=== Source records ===

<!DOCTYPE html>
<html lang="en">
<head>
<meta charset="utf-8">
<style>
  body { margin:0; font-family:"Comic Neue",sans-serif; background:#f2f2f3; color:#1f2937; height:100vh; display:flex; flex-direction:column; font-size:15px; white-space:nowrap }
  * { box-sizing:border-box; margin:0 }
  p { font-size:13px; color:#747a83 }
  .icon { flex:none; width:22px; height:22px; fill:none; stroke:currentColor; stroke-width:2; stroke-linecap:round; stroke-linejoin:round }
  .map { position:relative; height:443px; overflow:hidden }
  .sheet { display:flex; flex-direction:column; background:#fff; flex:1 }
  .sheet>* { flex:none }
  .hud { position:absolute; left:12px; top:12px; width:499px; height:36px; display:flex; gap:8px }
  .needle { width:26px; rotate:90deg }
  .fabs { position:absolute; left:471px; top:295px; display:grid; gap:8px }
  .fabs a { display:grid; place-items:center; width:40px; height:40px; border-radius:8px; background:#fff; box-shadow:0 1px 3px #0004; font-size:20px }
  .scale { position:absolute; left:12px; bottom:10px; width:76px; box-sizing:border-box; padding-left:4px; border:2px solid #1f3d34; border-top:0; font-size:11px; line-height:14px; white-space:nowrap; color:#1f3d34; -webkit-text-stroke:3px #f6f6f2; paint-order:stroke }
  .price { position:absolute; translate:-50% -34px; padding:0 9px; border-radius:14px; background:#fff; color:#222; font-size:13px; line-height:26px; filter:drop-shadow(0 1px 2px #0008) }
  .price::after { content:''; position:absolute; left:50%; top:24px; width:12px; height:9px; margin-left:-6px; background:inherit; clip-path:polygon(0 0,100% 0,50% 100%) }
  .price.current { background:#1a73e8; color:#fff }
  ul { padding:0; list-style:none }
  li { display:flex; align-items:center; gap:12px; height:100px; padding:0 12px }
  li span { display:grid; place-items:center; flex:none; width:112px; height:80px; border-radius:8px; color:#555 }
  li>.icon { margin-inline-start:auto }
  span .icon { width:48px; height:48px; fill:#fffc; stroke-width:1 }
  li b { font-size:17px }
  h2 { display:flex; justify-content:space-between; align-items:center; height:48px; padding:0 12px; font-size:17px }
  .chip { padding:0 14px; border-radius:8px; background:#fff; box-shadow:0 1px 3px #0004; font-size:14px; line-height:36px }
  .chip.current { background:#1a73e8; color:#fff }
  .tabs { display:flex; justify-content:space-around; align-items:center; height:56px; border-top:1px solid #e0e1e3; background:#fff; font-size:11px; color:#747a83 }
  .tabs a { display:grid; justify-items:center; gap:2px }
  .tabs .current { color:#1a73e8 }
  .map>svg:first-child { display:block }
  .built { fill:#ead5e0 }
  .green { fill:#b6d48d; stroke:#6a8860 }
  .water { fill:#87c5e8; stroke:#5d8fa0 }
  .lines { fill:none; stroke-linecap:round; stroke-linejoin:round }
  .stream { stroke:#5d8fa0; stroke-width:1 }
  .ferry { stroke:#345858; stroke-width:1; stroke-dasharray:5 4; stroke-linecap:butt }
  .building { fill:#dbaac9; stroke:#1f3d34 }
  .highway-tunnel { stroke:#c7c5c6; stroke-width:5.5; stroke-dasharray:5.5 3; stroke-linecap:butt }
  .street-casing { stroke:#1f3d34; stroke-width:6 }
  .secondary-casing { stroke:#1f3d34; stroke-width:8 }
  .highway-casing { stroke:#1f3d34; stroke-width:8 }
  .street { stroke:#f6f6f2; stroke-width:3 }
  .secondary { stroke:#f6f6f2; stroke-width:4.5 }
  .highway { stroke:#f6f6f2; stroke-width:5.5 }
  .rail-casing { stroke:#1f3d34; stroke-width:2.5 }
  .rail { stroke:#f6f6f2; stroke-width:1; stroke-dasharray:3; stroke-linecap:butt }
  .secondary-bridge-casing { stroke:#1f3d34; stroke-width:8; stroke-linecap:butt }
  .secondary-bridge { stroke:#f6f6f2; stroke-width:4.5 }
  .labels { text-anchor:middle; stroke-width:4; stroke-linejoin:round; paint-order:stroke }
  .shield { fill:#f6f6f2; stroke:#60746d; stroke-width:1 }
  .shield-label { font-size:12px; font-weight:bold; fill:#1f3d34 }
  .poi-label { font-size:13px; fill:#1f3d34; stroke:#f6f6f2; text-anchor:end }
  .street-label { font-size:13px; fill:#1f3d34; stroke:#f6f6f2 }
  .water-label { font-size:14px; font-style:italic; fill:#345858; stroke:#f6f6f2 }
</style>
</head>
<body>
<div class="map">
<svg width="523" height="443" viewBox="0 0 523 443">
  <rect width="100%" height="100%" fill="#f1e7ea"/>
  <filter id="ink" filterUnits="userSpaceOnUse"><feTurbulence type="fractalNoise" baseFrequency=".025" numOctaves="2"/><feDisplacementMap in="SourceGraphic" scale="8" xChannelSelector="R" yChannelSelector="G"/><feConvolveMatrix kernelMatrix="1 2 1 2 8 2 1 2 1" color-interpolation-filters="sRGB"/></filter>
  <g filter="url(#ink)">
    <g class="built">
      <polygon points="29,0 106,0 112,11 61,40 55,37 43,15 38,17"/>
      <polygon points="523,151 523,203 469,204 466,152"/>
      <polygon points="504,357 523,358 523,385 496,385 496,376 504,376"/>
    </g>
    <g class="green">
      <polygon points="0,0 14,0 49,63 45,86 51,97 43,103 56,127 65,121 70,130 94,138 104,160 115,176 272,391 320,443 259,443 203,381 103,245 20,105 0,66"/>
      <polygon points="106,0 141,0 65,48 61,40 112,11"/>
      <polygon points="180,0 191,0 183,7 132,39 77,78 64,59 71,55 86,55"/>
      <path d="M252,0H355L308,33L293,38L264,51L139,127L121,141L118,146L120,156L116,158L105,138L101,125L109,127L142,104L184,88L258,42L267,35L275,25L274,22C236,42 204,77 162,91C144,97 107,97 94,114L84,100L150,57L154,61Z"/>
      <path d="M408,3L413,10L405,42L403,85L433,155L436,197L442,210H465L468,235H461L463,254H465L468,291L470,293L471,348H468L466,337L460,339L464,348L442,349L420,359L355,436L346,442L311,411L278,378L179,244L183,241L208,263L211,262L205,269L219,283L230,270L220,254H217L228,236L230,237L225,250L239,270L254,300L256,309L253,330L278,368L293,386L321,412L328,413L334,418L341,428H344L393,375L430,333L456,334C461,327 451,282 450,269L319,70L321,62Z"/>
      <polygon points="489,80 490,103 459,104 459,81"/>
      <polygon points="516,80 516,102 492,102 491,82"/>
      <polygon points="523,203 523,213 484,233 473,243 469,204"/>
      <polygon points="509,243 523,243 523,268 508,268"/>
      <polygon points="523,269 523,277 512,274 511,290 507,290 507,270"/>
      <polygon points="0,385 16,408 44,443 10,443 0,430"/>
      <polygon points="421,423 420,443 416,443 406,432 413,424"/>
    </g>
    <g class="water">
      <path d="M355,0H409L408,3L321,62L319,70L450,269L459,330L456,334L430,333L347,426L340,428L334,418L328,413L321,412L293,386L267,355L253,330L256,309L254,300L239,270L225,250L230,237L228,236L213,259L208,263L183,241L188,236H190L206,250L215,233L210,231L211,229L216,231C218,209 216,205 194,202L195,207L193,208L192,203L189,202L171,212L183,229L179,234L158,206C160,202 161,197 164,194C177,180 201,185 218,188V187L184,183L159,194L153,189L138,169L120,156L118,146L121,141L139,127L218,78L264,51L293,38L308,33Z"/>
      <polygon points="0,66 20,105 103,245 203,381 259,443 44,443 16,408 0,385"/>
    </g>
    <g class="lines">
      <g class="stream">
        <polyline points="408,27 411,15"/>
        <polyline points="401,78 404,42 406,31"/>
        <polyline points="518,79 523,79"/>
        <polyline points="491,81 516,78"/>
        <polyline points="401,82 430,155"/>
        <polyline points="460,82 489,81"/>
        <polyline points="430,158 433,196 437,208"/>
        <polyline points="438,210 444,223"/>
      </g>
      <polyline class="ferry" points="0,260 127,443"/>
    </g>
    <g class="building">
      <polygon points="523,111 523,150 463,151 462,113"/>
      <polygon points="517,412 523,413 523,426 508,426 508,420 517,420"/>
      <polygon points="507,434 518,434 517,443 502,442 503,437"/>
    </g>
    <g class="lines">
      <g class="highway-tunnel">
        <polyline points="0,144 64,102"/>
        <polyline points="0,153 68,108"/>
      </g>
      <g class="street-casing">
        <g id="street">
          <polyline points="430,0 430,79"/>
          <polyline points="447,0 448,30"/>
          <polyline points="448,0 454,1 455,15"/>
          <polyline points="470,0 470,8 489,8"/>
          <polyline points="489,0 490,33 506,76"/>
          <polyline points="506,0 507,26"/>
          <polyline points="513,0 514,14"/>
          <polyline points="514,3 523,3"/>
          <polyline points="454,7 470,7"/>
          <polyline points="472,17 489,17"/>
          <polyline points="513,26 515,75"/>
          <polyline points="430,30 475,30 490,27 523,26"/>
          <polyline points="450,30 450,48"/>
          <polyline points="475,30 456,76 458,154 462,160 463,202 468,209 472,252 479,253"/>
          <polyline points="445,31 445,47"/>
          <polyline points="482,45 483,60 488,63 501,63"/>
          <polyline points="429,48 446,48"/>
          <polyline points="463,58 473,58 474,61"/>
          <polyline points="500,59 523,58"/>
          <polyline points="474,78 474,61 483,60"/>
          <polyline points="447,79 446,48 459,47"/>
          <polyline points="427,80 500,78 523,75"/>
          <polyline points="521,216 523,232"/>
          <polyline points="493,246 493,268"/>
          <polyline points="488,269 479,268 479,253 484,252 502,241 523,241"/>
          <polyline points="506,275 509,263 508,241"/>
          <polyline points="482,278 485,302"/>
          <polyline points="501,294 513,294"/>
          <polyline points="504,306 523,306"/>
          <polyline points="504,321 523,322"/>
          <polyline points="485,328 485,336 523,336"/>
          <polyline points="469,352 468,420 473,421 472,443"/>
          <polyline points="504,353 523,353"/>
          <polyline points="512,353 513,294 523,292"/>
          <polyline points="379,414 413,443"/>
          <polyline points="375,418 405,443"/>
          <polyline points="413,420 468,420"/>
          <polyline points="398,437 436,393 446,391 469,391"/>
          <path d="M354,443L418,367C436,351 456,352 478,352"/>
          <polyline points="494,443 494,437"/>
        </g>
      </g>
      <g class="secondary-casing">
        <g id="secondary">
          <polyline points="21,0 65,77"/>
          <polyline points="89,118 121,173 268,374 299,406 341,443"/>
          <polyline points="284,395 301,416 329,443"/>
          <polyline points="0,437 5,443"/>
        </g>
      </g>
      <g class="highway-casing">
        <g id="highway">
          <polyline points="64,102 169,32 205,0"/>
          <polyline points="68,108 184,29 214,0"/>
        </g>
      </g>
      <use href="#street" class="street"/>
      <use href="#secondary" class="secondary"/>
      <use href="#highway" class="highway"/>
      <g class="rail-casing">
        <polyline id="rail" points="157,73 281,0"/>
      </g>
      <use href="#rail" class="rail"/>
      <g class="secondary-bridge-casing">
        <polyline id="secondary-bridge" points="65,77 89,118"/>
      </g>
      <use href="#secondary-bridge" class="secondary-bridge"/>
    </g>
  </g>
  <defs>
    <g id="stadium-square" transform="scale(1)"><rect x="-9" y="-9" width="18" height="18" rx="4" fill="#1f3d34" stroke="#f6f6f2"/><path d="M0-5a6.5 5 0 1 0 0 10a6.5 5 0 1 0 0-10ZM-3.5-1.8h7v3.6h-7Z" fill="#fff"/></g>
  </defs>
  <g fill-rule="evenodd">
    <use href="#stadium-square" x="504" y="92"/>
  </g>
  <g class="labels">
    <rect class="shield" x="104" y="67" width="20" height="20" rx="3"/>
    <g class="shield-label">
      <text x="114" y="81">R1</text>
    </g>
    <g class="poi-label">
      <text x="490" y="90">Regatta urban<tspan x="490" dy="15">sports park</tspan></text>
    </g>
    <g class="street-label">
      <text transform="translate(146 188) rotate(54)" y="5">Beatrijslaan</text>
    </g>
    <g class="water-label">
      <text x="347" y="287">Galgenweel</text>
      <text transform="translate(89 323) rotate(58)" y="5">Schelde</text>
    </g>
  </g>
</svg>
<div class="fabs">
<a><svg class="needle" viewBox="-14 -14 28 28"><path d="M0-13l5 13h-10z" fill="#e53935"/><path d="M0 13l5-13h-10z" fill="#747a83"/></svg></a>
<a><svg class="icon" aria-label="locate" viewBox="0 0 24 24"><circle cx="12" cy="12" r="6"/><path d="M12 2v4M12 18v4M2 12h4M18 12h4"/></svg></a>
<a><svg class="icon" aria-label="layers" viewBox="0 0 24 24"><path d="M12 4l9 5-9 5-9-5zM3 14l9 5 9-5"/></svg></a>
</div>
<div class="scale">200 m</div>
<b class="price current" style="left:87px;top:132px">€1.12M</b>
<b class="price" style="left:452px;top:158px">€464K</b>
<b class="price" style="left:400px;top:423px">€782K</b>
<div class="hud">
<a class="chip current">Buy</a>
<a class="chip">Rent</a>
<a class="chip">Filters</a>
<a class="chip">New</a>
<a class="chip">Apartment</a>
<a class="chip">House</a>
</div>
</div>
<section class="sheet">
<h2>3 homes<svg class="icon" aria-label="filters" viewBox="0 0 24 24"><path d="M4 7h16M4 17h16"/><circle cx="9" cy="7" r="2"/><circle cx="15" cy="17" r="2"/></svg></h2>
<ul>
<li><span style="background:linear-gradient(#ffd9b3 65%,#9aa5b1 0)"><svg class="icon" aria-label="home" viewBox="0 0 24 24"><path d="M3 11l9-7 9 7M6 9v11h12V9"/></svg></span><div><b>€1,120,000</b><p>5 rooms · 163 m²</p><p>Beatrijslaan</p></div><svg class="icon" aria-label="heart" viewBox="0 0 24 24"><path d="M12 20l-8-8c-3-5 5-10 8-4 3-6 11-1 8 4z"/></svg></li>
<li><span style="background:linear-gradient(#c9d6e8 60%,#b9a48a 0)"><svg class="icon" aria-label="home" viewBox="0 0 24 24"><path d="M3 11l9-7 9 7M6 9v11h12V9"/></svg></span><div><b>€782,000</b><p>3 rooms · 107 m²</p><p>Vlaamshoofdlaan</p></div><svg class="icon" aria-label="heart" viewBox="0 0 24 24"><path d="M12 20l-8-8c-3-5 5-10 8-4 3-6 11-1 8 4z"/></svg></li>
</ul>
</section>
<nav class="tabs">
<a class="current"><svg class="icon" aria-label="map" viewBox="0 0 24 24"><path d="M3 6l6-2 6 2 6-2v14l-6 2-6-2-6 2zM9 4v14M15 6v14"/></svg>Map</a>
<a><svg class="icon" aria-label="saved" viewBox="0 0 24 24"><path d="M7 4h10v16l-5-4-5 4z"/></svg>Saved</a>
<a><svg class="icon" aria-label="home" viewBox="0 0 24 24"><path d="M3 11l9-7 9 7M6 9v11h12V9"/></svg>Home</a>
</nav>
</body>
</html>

===

#### Assignment
Could you transcribe the entries exactly, from the first line through the line containing "position:absolute; left:12px; top:12px;", and give nothing more?

#### Answer space
<!DOCTYPE html>
<html lang="en">
<head>
<meta charset="utf-8">
<style>
  body { margin:0; font-family:"Comic Neue",sans-serif; background:#f2f2f3; color:#1f2937; height:100vh; display:flex; flex-direction:column; font-size:15px; white-space:nowrap }
  * { box-sizing:border-box; margin:0 }
  p { font-size:13px; color:#747a83 }
  .icon { flex:none; width:22px; height:22px; fill:none; stroke:currentColor; stroke-width:2; stroke-linecap:round; stroke-linejoin:round }
  .map { position:relative; height:443px; overflow:hidden }
  .sheet { display:flex; flex-direction:column; background:#fff; flex:1 }
  .sheet>* { flex:none }
  .hud { position:absolute; left:12px; top:12px; width:499px; height:36px; display:flex; gap:8px }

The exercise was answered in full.